Workers Online Sports Awards


Noel Hester and Peter Moss give their annual rundown of the good, the bad and the ugly in the world of sport.

The Ry Cooder Lob Till You Drop Award - Andy Roddick I'm not a big fan of tennis, preferring blood sports where bodies hit each other at high velocity with controlled aggression and barely disguised malice. But the epic encounter between Roddick and El Aynaoui in this year's Australian Open had a similar fascination to those ultra gruelling events like the Tour de France i.e. a non-contact activity where the body is converted into a massive test tube full of lactic acid that continues on automatic pilot at an improbable elite level for a ridiculously long time. And that was just me lying on the couch at three in the morning watching them. Imagine how they felt!

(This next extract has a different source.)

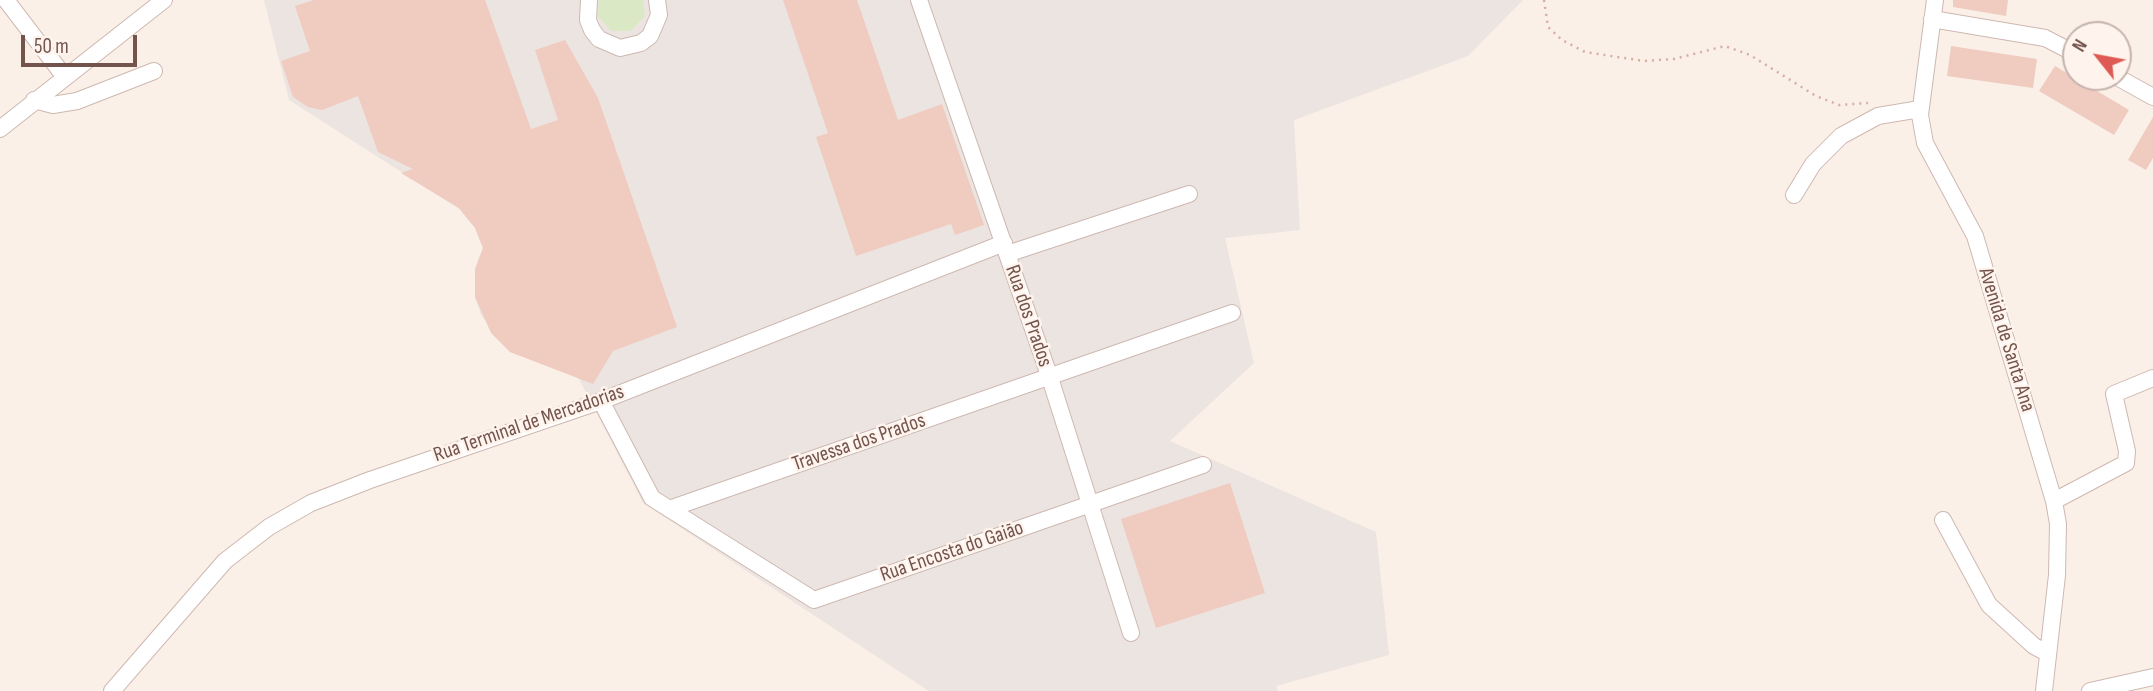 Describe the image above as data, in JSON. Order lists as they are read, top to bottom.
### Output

El Hombre Metrosexualo Award - David Beckham This year, Becks finally did a runner from his fashion label, Manchester United, and joined up with a real footy club, funnily enough called Real Madrid. (As opposed to Madrid Clotheshorses, or Madrid F.C.U.K. or whatever the Iberian equivalent of Manchester United is.) Let's face it, this is a big thing. European royalty hasn't been able to move to another country and set up shop since they regularly used to invade each other in the 19th century. But I digress. England isn't the sort of place for a footy player who wears sarongs and paints his nails, but jeez, I'm not sure I'd be moving to macho Spain if I was the world's iconic metrosexual. But fortune favours the brave, ask Spain's last living indigenous metrosexualo Federico Lorca.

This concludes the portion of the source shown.